Le diabète de type 1 et la polyarthrite rhumatoïde sont tous deux des maladies auto-immunes, dont la cause exacte n’est pas encore connue. Dans le cas de ma polyarthrite rhumatoïde, le système immunitaire est artificiellement désactivé pour éviter d’autres dommages à l’organisme. La cortisone et l’immunosuppresseur augmentent la susceptibilité aux infections. Par conséquent, les réponses normales de défense du corps sont limitées ou inexistantes. Le corps ne lutte plus contre une infection aiguë.
Traitements courants de la douleur
Je peux augmenter les anti-inflammatoires et les analgésiques dans une certaine mesure pendant les épisodes de douleur.

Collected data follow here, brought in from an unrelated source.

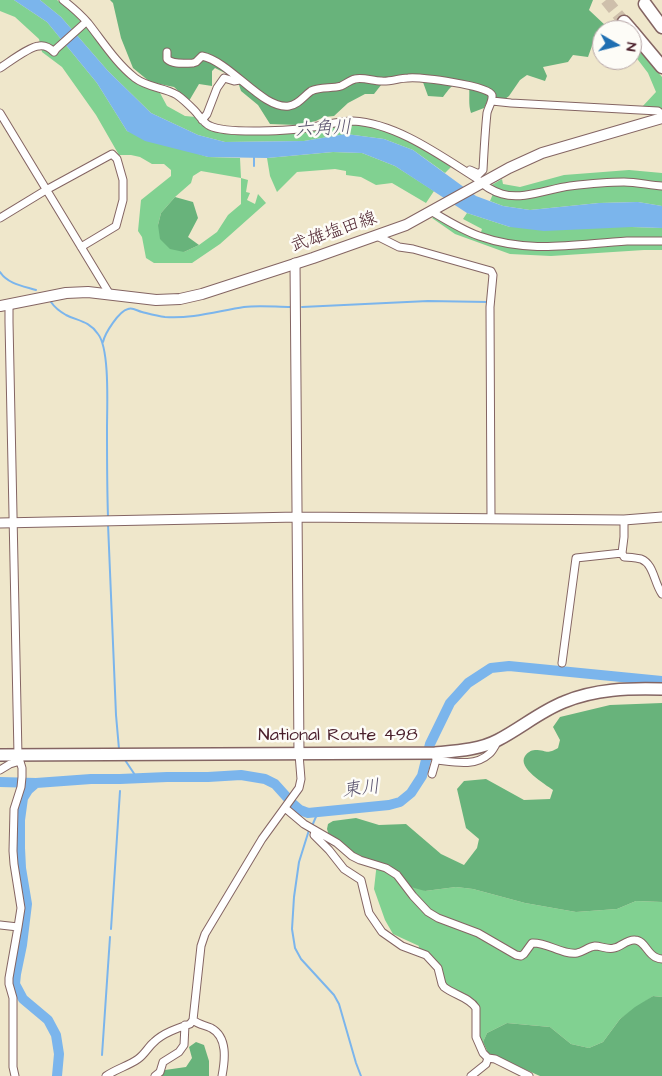 <!DOCTYPE html>
<html>
<head>
<meta charset="utf-8">
<style>
  body { margin:0 }
  #map { position:relative; width:662px; height:1076px; overflow:hidden; background:#efe7cb; font-family:"Architects Daughter",sans-serif }
  canvas { display:block }
  .north { position:absolute; left:592px; top:20px; width:50px; height:50px; box-sizing:border-box; background:#fdfcf7; border:1px solid #b5a4a5; border-radius:50%; rotate:98deg; font-size:14px; font-weight:700; line-height:20px; text-align:center; color:#4a1f2b }
  .north::after { content:''; display:block; margin:auto; width:18px; height:22px; background:#1f6fb2; clip-path:polygon(50% 0,100% 100%,50% 72%,0 100%) }
</style>
</head>
<body>
<div id="map">
<canvas width="662" height="1076"></canvas>
<div class="north">N</div>
</div>
<script>
const context = document.querySelector('canvas').getContext('2d');
context.lineJoin = 'round';
function fill(path, color) {
  context.fillStyle = color;
  context.fill(path, 'evenodd');
}
function trace(path, color, width, dash) {
  context.strokeStyle = color;
  context.lineWidth = width;
  context.lineCap = dash ? 'butt' : 'round';
  context.setLineDash(dash || []);
  context.stroke(path);
}
function drawText(font, color, halo, rows, align = 'center') {
  context.font = font + ' "Architects Daughter","Klee One",sans-serif';
  context.lineWidth = 5;
  context.setLineDash([]);
  context.textBaseline = 'middle';
  context.strokeStyle = halo;
  context.fillStyle = color;
  for (const [text, x, y, turn = 0] of rows) {
    context.save();
    context.translate(x, y);
    context.rotate((+turn || 0) * Math.PI / 180);
    context.textAlign = isNaN(turn) ? turn : align;
    if (halo) context.strokeText(text, 0, 0);
    context.fillText(text, 0, 0);
    context.restore();
  }
}
fill(new Path2D(`
  M0 0H14L47 22 97 83 127 131 208 157 240 158 241 178 248 180 246 192 250 193 247 200 255 204 258 194 266 203 220 244 192 263H154L146 258 142 237 138 231 141 200 171 176V170L164 164H152L140 157 131 155H119L96 115 62 67 42 52 39 39 15 17 0 11ZM201 171 241 178V204L228 215 217 232 199 245 184 252 158 225 161 213 175 197 191 183 193 176Z
  M40 0H57L70 10 88 29 115 64 134 82 160 93 167 106 185 116 196 117 204 127 215 131 232 133 312 131 350 124 375 127 414 142 451 167 445 173 413 150 384 139 346 134 304 141 225 142 198 135 151 113 108 71 61 17Z
  M632 46H636L662 77V108H641L656 92 648 73 632 52Z
  M333 152 362 153 395 166 434 191 426 203 392 183 376 185 361 177 346 175V171L335 169 297 172 277 192 270 176 267 158Z
  M629 170 662 173V206L638 202 599 203 530 210 503 206 490 201 495 189 490 186 502 179 503 184 520 187 564 175Z
  M467 213 510 227H632L662 228V250H644L551 256 510 254 455 234 432 218 435 216 479 238 482 229 463 219Z
  M377 862 387 865 425 891 456 887 473 889 525 903 576 912 617 909 636 901 661 902H662V997L653 996 620 1019 603 1042 589 1048 571 1044 550 1027 507 1023 487 1033 483 1042 480 1041 477 1005 445 985 441 967 418 949 419 946 393 934 385 920 374 889Z`), '#81d191');
fill(new Path2D(`
  M110 0H593L589 10 606 26 605 30H602V39L593 43 588 57 573 55 568 62 543 67 547 76 545 81 527 75 520 80 509 96 505 99 488 100 484 108 471 113C468 104 470 96 469 86 451 84 453 84 443 97L428 96 420 74 402 76 385 80 374 94H365L348 103 334 116 324 117 316 121 297 125 270 124 258 105 241 91 237 79 215 68 212 71V86L199 84 189 101 174 87 150 82 133 68 121 38 113 3Z
  M175 197 193 202 198 218 188 237 199 245 184 252 170 249 160 239 158 225 161 213Z
  M662 703V902L636 901 617 909 576 912 525 903 473 889 456 887 425 891 411 887 387 865 358 856 342 843 329 836 327 829 328 824 333 821 356 818 379 825 406 824 441 854 464 865 477 848 479 839 466 828 457 789 464 781 486 779 524 800 550 799 553 790C545 784 517 768 525 756 527 753 531 750 535 750 547 750 546 755 558 748L560 740 553 727 560 717 610 705Z
  M653 996 662 997V1076H540L488 1053 483 1042 487 1033 507 1023 550 1027 571 1044 589 1048 603 1042 620 1019 635 1007Z
  M196 1042 204 1045 209 1061V1076H158L165 1070 186 1067 192 1058 189 1047Z`), '#68b37b');
fill(new Path2D(`
  M14 0H40L61 17 108 71 151 113 198 135 225 142 304 141 346 134 384 139 413 150 476 196 503 206 530 210 599 203 638 202 662 206V228L632 227 544 231 510 227 467 213 395 166 362 153 333 152 267 158 208 157 145 141 127 131 97 83 47 22Z`), '#7bb5ec');
trace(new Path2D(`
  M254 156V166
  M0 272C8 284 23 286 36 290
  M51 302C55 308 59 311 66 315 78 321 89 321 98 334 110 349 107 407 107 428 107 458 107 487 108 517
  M302 307 428 301 488 302
  M103 342C105 333 119 311 128 309 133 307 137 311 142 312 150 314 157 316 165 317 192 319 218 311 244 307 259 305 276 307 291 307
  M108 524 116 715 119 749
  M125 760 137 778
  M312 826 318 812
  M309 830 299 862 294 897 292 929 295 948 301 959 334 995 339 1004 356 1063 361 1076
  M111 929 120 791
  M102 1055 110 937`), '#7bb5ec', 2);
trace(new Path2D(`
  M0 782 36 783 91 779H120L167 777H208L241 775 265 779 275 784 293 804 300 810 308 813 389 805 400 802 411 793 422 776 430 744 450 703 468 683 491 668 509 666 662 681
  M36 783 28 790 23 798 20 820V848L21 868 27 904 22 945 16 974 15 984 23 999 48 1020 56 1035 59 1054 57 1076`), '#7bb5ec', 10);
trace(new Path2D(`
  M606 0 624 22`), '#cebfab', 12, [12, 6]);
const minor = new Path2D(`
  M63 0C72 7 81 15 88 23 103 42 116 63 135 78 148 88 164 87 177 95 183 99 189 105 194 110 199 115 203 123 210 126 226 134 292 131 312 127 326 125 339 121 353 121 396 123 441 156 476 178 483 185 492 191 502 194 523 200 548 189 570 186 587 184 607 182 624 182 636 182 649 185 662 186
  M167 52V59C173 65 185 63 193 63L196 62 202 56C231 62 263 110 289 106 298 105 304 96 311 91 321 86 331 89 341 86 346 84 350 80 355 79 363 77 373 81 381 81 390 82 399 78 408 78 419 77 489 85 492 95 493 101 488 108 487 113 485 132 484 151 483 170L479 174 470 170
  M0 68C8 63 30 46 39 46 45 45 50 48 54 52L56 49 86 22
  M492 101 511 103 658 111 662 114
  M0 113 109 293
  M202 120 207 114 217 88 224 78 234 81 240 80
  M431 211C446 220 462 230 479 236 530 254 575 244 627 241 639 241 650 241 662 241
  M0 218 46 190 112 154 117 159 123 180V200L116 226 81 247
  M377 236 399 247 413 249 491 271 493 275 490 307 491 519
  M9 305V322L18 755 22 768V777L21 787 14 809 13 851 14 864 21 908 18 927 9 978V984L13 998V1067L15 1076
  M622 553 624 537V520
  M562 663 576 558 622 553 624 557C630 557 636 558 641 559 654 564 654 583 662 594
  M435 753 436 760C454 762 475 767 489 754 493 751 495 745 498 741
  M0 770 10 764 20 761
  M432 774 436 760
  M285 808 304 824 337 843 352 856 360 860 386 868 397 875 413 896 428 912 438 918 478 933 516 955 521 956 524 954 532 943C547 942 562 955 577 953 583 952 588 947 595 946 601 946 608 950 614 948 621 947 627 939 635 940 644 940 647 953 655 957 657 958 660 959 662 959
  M315 831 314 835 329 850 344 869 361 880 369 913 382 932 402 946 426 955 438 968 442 984 444 987C454 995 469 997 476 1008V1037L483 1053 488 1058 495 1059 529 1076
  M0 925 18 927
  M193 1020C199 1025 205 1025 211 1028 228 1037 225 1060 222 1076
  M106 1076C116 1069 128 1066 138 1059 145 1054 148 1047 154 1042 163 1033 178 1028 190 1024L193 1020 201 946 205 934 262 839 299 788 301 779 299 754
  M155 1076 160 1072 163 1062 179 1052 184 1045 185 1025
  M471 1076 486 1064 488 1058`);
const tertiary = new Path2D(`
  M295 263 299 754
  M0 523 298 517 624 520 662 517`);
const secondary = new Path2D(`
  M0 306 66 293 88 292 156 300 180 299 202 294 313 258 406 225 509 168 542 153 662 118`);
const trunk = new Path2D(`
  M0 755 435 753C457 751 479 750 498 740 521 728 541 711 564 702 595 689 629 688 662 689`);
const motorway = new Path2D(`
  M645 4 662 27
  M624 22 631 30
  M632 31 662 67`);
trace(minor, '#846563', 9);
trace(tertiary, '#846563', 11);
trace(secondary, '#846563', 12);
trace(trunk, '#846563', 14);
trace(motorway, '#846563', 15);
trace(minor, '#fff', 7);
trace(tertiary, '#fff', 9);
trace(secondary, '#fff', 10);
trace(trunk, '#fff', 11);
trace(motorway, '#fff', 12);
drawText('18px', '#4a1f2b', '#fdfcf7', [
  ["武雄塩田線",334,233,-19],
  ["National Route 498",338,736]
]);
drawText('italic 19px', '#5b546f', '#fdfcf7', [
  ["六角川",323,130,-3],
  ["東川",361,790,-7]
]);
</script>
</body>
</html>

Si cet apport oral ne suffit pas, des injections locales d’anti-inflammatoires dans l’articulation enflammée, appelées infiltrations, sont utiles. Chaque injection, en particulier dans des articulations enflammées, peut être une porte d’entrée pour des infections graves. L’infiltration est donc réalisée dans les conditions les plus stériles possibles et fait généralement effet au bout de quelques heures.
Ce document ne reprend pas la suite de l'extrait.